### YOUR TASK
Copy every line of the entries that has the string "Goldoni" in it.

─── ENTRIES PROVIDED ───

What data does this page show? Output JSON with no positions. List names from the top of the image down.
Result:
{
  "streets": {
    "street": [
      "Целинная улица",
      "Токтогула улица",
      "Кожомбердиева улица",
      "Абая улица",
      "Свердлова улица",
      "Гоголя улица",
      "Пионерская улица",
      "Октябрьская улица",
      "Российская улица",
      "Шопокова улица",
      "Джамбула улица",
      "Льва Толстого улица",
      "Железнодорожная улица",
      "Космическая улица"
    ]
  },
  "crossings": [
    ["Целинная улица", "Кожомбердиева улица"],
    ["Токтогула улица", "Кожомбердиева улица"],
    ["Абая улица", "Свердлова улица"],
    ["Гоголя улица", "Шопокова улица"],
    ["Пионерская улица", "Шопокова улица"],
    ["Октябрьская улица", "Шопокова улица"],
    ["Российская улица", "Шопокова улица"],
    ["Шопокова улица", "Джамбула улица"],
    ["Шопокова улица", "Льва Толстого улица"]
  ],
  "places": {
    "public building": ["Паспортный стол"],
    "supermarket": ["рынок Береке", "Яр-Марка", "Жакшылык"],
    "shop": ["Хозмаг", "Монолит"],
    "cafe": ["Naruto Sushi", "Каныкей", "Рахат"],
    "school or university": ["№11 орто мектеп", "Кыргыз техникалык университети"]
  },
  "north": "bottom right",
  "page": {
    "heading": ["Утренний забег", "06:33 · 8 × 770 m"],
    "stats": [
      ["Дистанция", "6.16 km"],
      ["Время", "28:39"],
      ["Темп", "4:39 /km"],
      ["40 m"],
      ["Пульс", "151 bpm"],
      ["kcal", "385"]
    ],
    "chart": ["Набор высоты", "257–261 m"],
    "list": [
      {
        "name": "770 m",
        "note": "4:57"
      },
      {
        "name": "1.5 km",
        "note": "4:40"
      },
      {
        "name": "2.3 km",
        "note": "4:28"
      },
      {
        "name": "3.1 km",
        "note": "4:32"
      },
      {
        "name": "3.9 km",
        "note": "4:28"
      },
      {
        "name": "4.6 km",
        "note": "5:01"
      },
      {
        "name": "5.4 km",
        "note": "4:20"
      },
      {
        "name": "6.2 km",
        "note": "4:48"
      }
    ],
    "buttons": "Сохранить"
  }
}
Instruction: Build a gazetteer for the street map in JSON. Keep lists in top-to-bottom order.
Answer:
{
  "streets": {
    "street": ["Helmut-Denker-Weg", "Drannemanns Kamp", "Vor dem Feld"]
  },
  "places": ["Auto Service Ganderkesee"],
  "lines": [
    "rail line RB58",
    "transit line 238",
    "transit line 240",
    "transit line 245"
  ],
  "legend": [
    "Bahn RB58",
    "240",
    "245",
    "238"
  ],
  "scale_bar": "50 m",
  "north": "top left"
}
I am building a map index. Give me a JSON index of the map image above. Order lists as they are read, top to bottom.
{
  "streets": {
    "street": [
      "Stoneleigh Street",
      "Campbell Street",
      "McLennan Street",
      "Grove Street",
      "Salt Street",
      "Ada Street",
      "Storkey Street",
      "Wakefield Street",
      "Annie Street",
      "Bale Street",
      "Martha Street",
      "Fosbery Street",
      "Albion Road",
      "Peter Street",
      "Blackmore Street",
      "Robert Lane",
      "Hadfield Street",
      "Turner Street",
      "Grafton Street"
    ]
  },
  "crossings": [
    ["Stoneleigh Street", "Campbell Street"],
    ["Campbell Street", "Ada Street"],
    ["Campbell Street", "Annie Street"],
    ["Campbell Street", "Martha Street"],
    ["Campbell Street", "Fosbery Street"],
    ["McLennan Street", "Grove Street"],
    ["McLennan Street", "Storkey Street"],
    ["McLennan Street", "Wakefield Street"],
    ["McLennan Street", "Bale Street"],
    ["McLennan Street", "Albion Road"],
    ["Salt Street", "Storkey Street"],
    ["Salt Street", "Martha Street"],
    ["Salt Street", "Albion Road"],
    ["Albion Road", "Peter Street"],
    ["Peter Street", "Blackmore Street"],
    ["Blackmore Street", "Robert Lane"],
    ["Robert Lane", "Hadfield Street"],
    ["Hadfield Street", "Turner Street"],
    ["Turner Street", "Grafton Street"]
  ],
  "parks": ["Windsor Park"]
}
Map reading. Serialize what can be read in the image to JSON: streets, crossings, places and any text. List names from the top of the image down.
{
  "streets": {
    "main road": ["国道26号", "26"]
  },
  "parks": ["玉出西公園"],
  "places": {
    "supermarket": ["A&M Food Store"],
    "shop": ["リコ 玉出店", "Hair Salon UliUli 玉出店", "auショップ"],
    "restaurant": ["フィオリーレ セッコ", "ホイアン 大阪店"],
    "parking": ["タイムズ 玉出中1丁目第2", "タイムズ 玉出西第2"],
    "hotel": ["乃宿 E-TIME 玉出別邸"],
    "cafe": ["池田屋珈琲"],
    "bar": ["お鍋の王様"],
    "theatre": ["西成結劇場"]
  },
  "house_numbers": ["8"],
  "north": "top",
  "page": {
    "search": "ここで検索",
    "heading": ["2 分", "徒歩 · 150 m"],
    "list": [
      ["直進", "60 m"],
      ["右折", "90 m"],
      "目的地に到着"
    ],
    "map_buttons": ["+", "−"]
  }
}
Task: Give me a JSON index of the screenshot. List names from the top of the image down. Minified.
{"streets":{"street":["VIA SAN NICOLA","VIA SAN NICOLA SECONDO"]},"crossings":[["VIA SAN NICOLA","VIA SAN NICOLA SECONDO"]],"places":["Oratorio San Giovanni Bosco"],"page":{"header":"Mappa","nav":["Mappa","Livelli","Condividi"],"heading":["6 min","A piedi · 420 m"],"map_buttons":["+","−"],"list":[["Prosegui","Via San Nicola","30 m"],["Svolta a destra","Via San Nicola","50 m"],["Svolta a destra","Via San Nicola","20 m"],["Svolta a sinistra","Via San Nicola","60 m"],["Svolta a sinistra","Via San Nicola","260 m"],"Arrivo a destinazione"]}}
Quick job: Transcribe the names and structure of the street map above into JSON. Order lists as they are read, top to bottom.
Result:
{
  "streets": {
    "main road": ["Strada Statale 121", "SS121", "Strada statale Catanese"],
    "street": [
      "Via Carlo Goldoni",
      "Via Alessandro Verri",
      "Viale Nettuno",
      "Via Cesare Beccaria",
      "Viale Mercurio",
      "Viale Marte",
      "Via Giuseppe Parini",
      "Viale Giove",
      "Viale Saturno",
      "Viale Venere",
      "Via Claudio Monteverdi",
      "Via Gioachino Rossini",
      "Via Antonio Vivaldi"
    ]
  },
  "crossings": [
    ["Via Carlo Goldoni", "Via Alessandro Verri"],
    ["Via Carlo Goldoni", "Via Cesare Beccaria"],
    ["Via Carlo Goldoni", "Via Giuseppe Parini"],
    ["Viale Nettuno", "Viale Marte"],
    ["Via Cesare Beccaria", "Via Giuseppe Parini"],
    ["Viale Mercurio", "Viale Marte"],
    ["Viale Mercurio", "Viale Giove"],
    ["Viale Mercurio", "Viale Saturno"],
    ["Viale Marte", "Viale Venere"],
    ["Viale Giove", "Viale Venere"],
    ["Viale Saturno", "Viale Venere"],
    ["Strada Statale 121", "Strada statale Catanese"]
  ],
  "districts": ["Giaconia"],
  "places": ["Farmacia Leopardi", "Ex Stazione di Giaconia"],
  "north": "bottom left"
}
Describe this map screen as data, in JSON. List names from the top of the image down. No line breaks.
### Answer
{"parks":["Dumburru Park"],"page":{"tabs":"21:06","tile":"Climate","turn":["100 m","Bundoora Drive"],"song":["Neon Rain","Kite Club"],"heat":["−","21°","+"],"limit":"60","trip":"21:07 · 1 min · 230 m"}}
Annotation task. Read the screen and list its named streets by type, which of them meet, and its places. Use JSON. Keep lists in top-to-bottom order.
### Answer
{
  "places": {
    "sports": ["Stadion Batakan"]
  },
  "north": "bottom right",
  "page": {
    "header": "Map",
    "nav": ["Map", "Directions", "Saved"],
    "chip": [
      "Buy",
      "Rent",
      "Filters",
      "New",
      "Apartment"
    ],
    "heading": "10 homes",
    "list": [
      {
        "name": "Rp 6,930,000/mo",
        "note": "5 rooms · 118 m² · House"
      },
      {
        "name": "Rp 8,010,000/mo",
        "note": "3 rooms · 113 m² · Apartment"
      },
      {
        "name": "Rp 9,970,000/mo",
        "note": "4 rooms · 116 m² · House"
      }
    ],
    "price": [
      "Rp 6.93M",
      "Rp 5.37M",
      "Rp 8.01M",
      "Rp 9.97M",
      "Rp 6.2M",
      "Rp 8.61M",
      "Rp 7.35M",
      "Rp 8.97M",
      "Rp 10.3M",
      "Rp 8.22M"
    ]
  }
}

───

### EXERCISE RESULT
      "Via Carlo Goldoni",
    ["Via Carlo Goldoni", "Via Alessandro Verri"],
    ["Via Carlo Goldoni", "Via Cesare Beccaria"],
    ["Via Carlo Goldoni", "Via Giuseppe Parini"],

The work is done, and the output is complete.